I don't think anyone is saying that people don't have the right to be disgruntled or disproving unless they are developing for the platform.

It's simply interesting whether the concern is drive by a feeling that this is wrong, or because it materially affects people.


I'm a Flash developer and I've produced multiple games I would have looked at pushing to iPhone, not to mention future games I develop.

I can also tell you the Flash game development community is not happy. We were all looking forward to this.

On top of that I work a lot with .NET and have been looking at MonoTouch for a long time.


Learn Objective-C and OpenGL :) Im not being an arse when I say that because if you truly want to dive into the iPhone space you have to play by Apple's rules. If your games are awesome then I will buy it, and you can go and make it now and in a few weeks time it could be on the store. Think about it, mid May I could buy your app.

Why wait for a miracle to happen?

I find it interesting that so many people believed that Apple would allow this to happen and are now bummed that its been blocked. A sign of laziness or of one-eyed devotion to Adobe? I say, stop suckling the Adobe teet and enrich your coding knowledge and portfolio. Learn Objective-C today! propaganda poster :P


I don't want to learn another language and platform when there are two I am already intimate with that can be used to deploy apps on that platform.

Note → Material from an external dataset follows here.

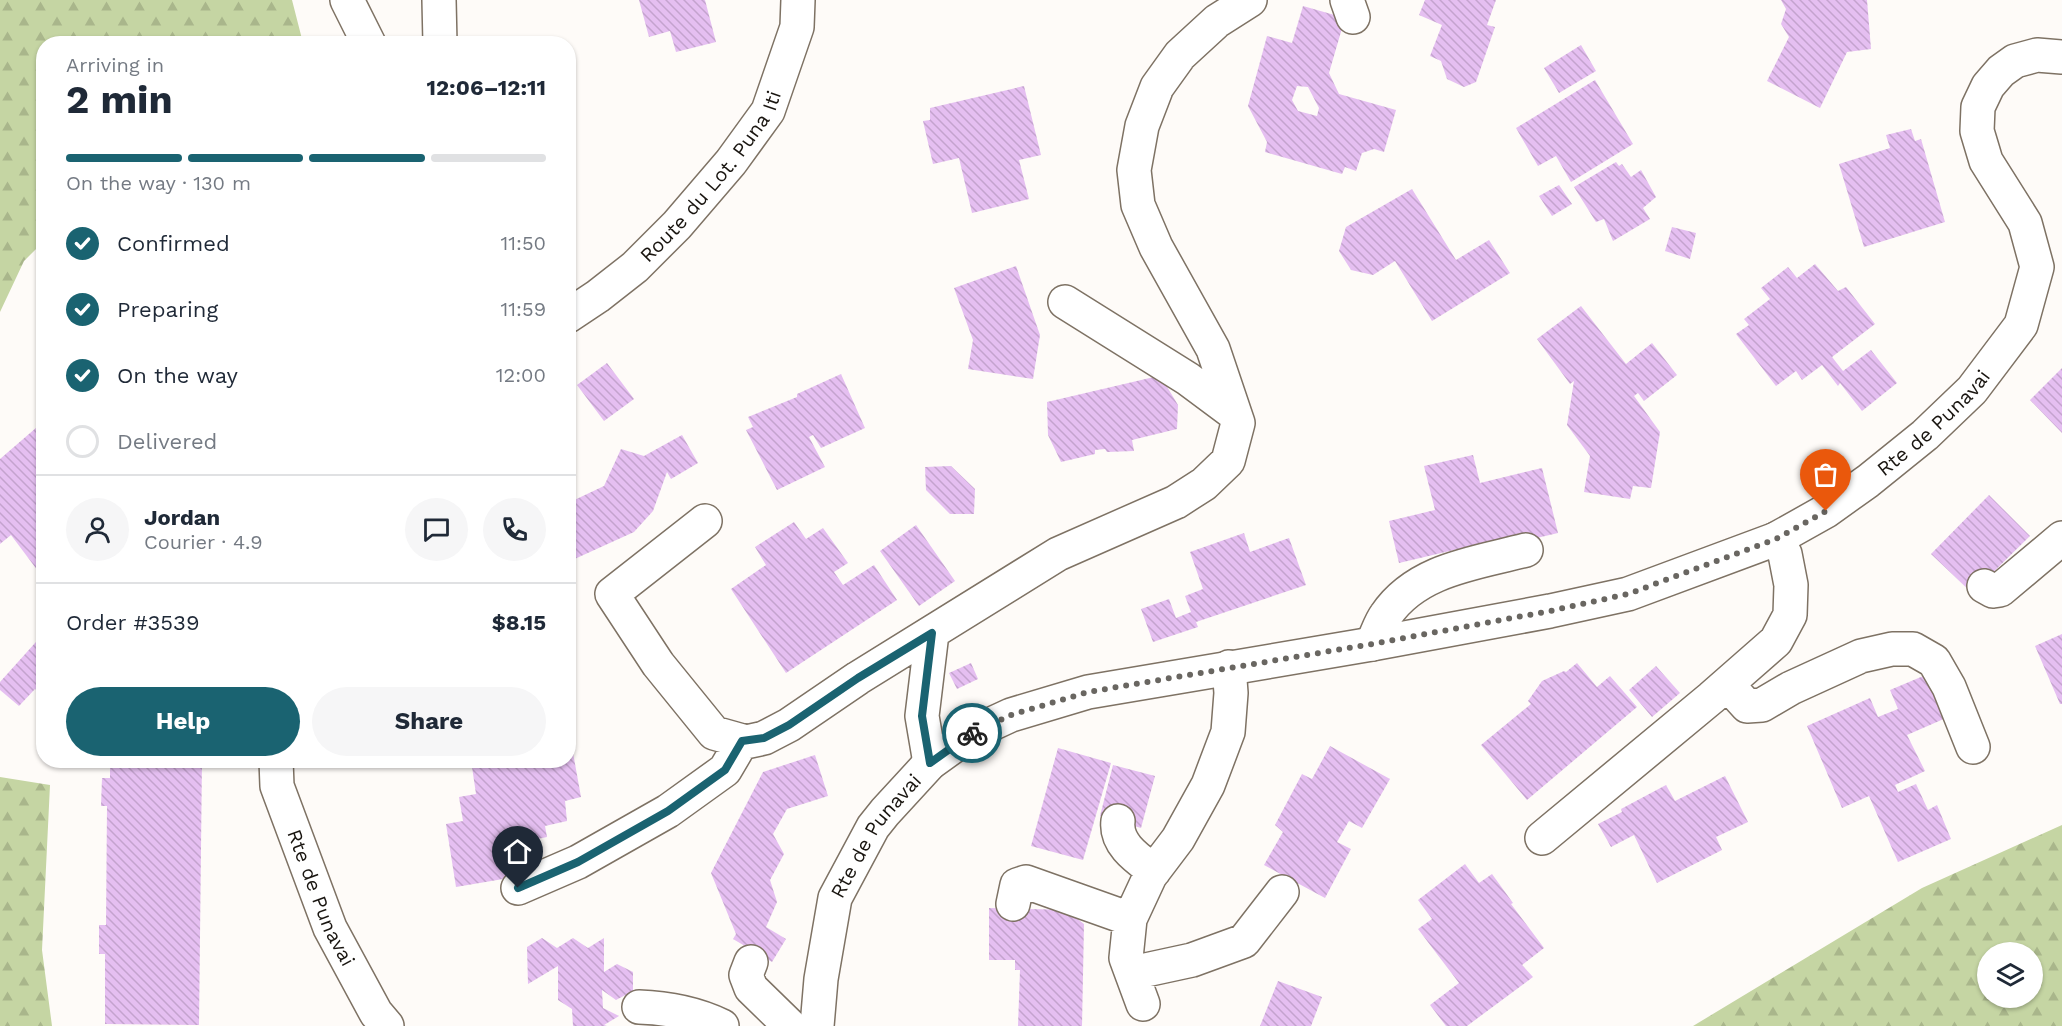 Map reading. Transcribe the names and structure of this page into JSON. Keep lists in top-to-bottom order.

Adobe, Novell etc enabled us all to skip learning a language and platform that is otherwise utterly useless .... would you learn Objective-C for anything but iPhone? Course not, so why would you learn it at all if something you already know can get you there.

I don't even have time to learn another language, I'm busy working my ass off on my startup - analytics for games. Thank fucking god I didn't pick "iPhone" cause the new terms kill all the guys who've put so much time and effort tackling that too.


It's not about Adobe. It's about waking up one morning and finding your development toolchain, process, or application being prohibited for some bullshit reason that Apple came up with to sink somebody else's battleship.

If they did it to Unity3D, they might do it to you, too.

First they came for the crappy Flash games, and I said nothing because Flash sucks...


I'm not an iPhone developer, but I am surprised how many of them here think they're being helped out by this.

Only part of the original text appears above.